§ **How to complete this task**
Go through the records and report each line holding the string "halo".

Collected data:
========================================================================
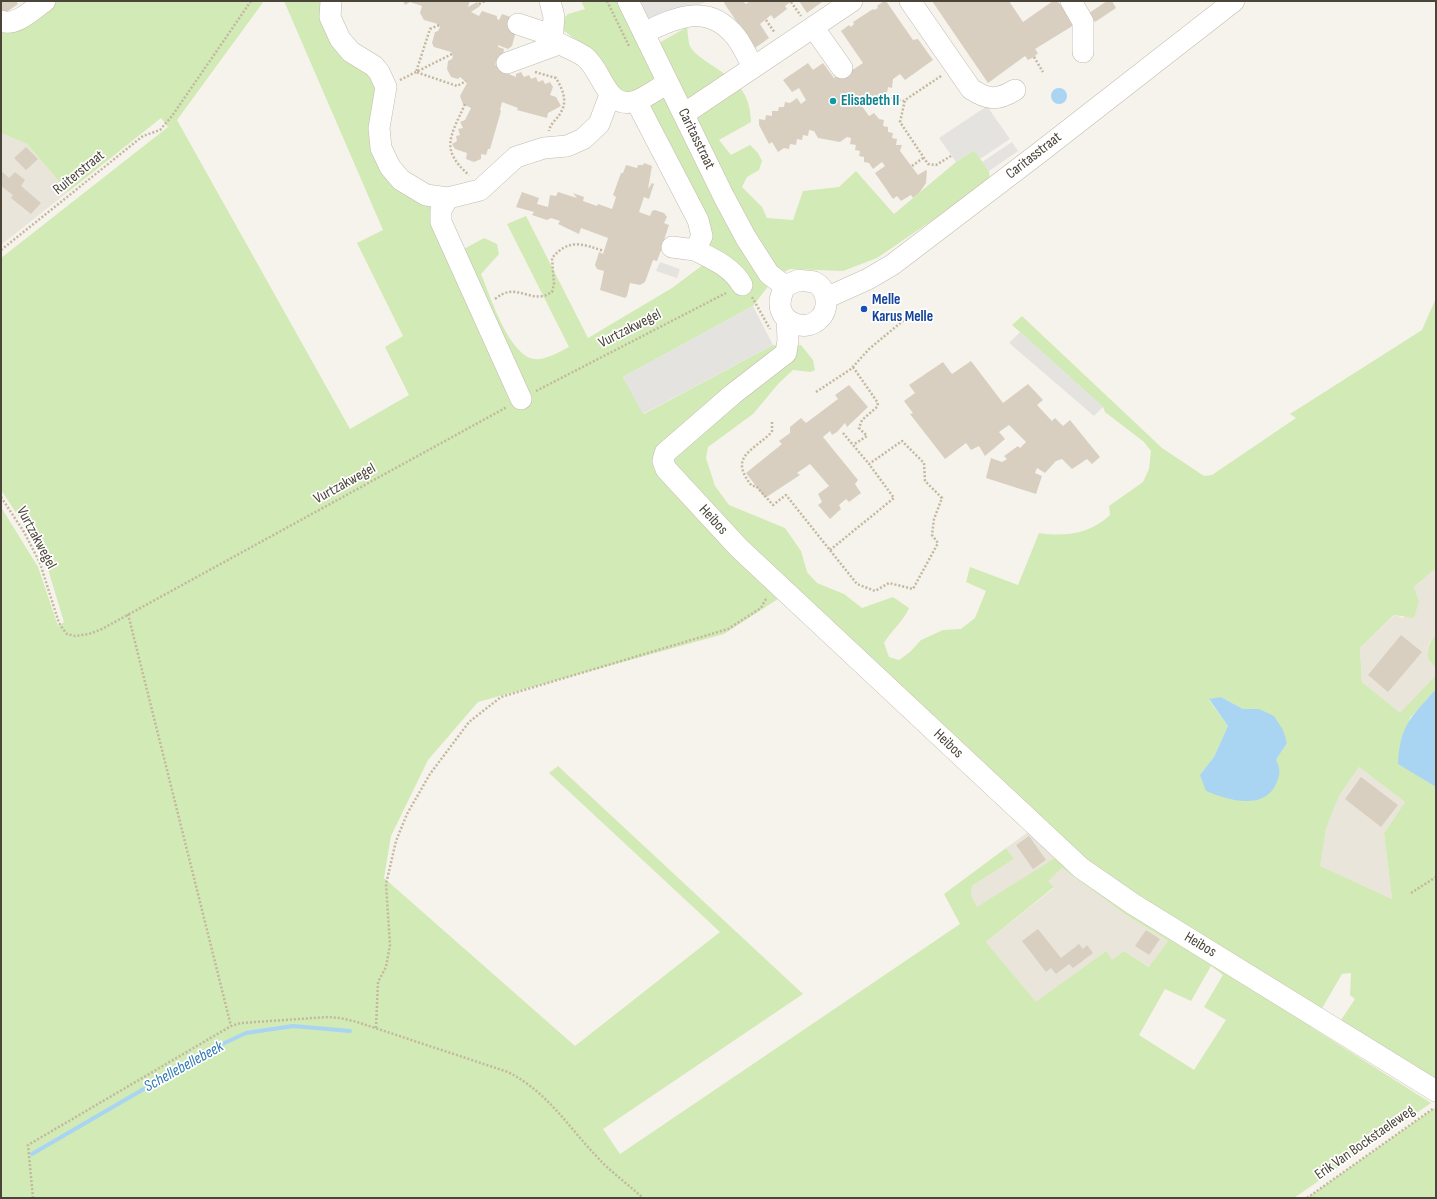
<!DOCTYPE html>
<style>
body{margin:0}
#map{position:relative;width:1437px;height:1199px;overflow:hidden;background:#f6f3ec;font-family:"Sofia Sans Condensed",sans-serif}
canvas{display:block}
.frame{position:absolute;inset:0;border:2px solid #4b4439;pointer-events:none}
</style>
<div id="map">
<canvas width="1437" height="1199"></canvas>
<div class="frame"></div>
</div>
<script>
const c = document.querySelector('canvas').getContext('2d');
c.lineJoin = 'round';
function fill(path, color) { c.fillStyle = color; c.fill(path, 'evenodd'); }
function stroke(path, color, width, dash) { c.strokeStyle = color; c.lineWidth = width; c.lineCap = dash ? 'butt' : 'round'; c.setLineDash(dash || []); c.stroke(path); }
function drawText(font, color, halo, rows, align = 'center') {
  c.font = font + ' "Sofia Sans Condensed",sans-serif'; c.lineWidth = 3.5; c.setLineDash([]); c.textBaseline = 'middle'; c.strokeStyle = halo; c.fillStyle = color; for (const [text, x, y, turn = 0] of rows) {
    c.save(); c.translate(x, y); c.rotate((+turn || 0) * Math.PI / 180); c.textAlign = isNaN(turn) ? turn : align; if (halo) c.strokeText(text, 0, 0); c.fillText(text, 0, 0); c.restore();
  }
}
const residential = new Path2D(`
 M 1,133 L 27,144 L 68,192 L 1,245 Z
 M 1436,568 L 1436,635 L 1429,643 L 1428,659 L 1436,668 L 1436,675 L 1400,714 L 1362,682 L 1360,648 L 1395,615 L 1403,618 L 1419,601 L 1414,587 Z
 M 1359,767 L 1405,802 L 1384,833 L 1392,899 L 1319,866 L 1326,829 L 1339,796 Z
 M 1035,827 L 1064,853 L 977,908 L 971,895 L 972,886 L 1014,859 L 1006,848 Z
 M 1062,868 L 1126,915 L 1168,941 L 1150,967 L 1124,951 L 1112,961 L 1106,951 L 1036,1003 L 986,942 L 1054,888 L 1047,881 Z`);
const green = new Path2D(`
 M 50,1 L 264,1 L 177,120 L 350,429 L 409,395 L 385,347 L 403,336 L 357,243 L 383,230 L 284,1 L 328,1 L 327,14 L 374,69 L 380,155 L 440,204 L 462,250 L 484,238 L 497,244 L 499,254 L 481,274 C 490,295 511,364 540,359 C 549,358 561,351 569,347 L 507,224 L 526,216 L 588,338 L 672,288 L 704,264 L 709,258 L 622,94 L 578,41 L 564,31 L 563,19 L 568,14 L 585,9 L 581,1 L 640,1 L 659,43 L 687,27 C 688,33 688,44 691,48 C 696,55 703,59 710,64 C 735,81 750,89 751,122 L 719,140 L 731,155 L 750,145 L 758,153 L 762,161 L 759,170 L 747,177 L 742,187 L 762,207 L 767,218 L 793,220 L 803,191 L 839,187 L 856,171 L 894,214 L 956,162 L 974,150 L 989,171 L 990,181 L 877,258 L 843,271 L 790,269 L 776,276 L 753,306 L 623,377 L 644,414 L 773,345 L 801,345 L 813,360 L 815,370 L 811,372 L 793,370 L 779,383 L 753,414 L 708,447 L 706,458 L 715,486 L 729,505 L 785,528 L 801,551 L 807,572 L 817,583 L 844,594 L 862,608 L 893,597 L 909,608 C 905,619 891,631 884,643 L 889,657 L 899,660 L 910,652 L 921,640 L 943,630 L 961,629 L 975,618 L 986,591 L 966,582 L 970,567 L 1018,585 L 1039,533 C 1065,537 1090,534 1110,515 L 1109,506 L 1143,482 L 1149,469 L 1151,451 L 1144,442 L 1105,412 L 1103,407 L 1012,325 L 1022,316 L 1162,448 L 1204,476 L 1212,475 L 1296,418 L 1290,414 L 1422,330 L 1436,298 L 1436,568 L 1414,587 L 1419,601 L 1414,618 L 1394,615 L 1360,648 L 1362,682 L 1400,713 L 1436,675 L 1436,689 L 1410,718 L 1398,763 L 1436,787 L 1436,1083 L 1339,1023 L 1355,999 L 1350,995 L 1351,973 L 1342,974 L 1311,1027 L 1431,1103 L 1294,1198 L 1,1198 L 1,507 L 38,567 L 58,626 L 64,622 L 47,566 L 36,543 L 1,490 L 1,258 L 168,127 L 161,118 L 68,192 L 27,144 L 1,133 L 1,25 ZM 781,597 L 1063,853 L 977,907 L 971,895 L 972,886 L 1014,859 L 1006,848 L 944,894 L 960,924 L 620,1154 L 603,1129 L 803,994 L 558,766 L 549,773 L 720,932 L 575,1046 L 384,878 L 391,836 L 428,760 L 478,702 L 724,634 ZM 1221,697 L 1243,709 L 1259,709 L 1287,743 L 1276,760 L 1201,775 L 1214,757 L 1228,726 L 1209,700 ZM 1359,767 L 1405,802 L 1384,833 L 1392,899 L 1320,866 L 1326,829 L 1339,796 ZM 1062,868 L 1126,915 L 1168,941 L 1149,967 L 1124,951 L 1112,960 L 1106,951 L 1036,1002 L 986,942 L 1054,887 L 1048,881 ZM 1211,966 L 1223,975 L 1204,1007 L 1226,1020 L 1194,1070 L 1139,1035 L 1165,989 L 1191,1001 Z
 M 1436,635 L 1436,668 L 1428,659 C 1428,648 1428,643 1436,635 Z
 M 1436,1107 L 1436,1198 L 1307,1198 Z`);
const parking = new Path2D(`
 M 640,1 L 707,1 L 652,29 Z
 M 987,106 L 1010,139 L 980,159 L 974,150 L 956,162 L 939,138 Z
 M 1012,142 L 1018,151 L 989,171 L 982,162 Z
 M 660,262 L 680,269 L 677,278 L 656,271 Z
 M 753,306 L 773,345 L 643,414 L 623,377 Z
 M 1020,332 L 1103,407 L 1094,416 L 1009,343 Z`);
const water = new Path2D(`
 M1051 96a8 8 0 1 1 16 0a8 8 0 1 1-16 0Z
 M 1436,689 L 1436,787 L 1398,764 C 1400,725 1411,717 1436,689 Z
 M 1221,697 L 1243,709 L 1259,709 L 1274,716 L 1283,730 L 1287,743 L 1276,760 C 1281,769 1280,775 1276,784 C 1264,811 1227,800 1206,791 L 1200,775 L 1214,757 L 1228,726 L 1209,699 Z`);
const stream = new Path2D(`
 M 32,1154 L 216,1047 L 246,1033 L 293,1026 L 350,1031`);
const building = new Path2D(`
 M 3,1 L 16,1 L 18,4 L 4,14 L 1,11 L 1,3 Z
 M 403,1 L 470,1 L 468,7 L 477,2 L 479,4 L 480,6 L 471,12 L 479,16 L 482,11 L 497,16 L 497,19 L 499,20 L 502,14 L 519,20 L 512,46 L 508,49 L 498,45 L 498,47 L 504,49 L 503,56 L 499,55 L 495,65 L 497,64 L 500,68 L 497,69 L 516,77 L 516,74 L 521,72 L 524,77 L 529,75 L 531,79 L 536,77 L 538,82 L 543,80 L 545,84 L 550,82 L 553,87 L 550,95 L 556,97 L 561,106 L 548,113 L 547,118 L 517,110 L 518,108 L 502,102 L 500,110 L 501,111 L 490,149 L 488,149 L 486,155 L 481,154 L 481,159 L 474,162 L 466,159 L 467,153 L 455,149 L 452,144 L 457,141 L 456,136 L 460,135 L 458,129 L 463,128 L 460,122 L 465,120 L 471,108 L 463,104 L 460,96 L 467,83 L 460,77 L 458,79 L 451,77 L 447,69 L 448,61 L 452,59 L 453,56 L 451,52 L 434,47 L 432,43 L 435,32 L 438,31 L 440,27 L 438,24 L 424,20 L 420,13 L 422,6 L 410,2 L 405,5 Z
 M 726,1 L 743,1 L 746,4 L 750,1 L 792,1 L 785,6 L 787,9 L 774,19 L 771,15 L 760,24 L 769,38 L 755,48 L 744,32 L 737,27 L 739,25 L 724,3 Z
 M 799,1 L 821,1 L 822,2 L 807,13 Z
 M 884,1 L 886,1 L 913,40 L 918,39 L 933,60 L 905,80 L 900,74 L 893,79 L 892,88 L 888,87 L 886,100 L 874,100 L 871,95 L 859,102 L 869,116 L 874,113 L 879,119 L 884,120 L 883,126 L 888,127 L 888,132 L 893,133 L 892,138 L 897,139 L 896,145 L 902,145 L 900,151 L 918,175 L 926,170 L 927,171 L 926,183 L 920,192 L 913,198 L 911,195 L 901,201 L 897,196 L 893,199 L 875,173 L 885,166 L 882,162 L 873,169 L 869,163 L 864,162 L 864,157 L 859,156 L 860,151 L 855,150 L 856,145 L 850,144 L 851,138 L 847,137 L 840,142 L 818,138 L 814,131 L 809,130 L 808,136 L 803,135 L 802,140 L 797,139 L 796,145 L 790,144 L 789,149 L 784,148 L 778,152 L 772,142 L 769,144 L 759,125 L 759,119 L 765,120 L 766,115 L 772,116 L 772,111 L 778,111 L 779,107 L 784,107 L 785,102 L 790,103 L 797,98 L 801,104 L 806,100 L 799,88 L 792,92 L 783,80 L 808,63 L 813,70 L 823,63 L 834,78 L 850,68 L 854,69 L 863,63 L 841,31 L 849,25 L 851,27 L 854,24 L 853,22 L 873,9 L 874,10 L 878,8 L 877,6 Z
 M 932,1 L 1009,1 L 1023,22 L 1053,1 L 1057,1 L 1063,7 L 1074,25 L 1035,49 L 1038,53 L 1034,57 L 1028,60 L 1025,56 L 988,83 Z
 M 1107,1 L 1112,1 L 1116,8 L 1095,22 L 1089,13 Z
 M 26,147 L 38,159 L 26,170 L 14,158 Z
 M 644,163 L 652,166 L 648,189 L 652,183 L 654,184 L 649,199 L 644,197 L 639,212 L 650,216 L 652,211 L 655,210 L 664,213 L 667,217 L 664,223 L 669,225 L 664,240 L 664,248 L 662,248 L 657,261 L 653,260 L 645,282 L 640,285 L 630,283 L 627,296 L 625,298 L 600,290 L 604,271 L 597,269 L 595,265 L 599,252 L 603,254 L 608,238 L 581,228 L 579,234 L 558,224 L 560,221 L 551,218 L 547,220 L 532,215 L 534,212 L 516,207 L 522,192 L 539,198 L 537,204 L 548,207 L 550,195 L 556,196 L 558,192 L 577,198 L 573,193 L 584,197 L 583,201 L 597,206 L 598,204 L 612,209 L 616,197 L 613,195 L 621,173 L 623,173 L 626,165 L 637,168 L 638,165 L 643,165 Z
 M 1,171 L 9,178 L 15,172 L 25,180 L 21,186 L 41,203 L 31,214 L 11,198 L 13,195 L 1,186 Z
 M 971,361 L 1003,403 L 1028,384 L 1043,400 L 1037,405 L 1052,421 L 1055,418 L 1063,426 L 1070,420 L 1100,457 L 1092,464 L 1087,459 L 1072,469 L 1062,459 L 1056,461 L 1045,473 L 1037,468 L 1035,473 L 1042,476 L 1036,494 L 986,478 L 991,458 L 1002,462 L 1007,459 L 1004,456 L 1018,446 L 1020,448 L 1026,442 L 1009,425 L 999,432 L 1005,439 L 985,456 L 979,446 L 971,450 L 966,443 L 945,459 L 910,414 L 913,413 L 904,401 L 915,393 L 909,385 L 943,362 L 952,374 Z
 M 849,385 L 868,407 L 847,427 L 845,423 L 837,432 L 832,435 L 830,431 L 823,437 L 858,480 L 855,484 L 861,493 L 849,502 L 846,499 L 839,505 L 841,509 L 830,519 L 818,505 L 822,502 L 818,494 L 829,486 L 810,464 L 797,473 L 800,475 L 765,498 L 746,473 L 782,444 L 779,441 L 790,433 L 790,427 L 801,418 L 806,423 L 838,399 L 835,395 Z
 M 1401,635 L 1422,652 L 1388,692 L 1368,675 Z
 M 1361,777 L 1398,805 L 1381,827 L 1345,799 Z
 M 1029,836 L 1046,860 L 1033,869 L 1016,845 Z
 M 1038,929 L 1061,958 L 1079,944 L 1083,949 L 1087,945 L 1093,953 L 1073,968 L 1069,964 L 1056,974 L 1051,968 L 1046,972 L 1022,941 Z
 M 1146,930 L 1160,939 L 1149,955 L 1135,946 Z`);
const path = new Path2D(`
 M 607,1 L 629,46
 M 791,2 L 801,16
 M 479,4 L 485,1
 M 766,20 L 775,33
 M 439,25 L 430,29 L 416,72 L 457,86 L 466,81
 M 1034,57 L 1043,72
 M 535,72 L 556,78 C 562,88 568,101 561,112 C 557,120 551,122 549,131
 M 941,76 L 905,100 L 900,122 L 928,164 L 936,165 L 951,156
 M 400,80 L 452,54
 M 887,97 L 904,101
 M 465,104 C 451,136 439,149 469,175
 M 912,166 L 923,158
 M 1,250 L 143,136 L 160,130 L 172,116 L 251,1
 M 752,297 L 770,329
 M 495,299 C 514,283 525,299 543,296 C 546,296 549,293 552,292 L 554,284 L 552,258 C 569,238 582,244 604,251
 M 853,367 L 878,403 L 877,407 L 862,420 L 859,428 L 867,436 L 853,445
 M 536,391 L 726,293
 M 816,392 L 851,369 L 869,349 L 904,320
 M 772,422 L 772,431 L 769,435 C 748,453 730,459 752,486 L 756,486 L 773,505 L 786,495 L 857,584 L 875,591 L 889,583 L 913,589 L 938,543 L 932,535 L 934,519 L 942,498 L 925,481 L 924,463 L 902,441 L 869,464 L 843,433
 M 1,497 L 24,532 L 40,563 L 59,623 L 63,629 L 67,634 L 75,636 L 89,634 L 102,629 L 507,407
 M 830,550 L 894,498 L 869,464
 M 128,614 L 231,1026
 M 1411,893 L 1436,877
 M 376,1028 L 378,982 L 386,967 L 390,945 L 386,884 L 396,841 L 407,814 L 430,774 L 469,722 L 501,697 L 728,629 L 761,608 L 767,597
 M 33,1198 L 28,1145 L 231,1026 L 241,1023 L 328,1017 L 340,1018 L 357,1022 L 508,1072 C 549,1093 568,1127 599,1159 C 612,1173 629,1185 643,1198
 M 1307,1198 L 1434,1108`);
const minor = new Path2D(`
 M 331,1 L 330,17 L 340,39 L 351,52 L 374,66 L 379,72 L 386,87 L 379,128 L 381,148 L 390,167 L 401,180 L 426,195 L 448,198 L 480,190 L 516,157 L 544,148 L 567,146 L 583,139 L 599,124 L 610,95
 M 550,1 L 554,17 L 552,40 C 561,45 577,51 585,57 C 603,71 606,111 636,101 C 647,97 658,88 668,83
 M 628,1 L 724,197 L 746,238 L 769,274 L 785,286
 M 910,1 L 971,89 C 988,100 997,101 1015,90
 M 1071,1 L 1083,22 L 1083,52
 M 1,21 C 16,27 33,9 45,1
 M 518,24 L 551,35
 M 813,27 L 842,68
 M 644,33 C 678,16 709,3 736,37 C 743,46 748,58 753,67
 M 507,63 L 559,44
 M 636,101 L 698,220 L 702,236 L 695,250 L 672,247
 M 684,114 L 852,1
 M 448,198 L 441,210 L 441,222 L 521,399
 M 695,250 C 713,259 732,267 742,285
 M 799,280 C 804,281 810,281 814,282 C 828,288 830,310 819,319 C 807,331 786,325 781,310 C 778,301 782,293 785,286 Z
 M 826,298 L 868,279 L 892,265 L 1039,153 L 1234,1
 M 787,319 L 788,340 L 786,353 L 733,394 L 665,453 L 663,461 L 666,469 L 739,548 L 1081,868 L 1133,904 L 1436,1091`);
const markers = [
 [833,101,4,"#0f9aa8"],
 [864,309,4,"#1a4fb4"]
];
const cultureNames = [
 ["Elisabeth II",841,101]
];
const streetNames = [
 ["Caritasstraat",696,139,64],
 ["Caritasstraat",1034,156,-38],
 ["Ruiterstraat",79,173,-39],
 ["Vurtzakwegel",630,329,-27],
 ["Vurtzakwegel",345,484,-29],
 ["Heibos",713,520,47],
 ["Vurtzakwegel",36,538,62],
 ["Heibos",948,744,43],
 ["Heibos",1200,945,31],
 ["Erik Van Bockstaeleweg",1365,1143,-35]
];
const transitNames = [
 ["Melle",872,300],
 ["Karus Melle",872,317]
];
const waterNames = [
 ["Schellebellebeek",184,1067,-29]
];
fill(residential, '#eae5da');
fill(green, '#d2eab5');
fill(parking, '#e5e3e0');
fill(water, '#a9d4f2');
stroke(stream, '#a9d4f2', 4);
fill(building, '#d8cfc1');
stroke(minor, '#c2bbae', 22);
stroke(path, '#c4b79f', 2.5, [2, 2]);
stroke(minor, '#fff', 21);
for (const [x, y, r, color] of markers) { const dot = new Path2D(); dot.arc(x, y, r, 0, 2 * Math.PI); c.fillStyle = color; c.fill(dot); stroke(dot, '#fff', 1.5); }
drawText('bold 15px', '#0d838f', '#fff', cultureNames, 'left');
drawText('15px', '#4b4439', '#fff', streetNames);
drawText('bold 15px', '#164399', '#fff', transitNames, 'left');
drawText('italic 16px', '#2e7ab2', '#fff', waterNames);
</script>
========================================================================
§ **Worked solution**
function drawText(font, color, halo, rows, align = 'center') {
  c.font = font + ' "Sofia Sans Condensed",sans-serif'; c.lineWidth = 3.5; c.setLineDash([]); c.textBaseline = 'middle'; c.strokeStyle = halo; c.fillStyle = color; for (const [text, x, y, turn = 0] of rows) {
    c.save(); c.translate(x, y); c.rotate((+turn || 0) * Math.PI / 180); c.textAlign = isNaN(turn) ? turn : align; if (halo) c.strokeText(text, 0, 0); c.fillText(text, 0, 0); c.restore();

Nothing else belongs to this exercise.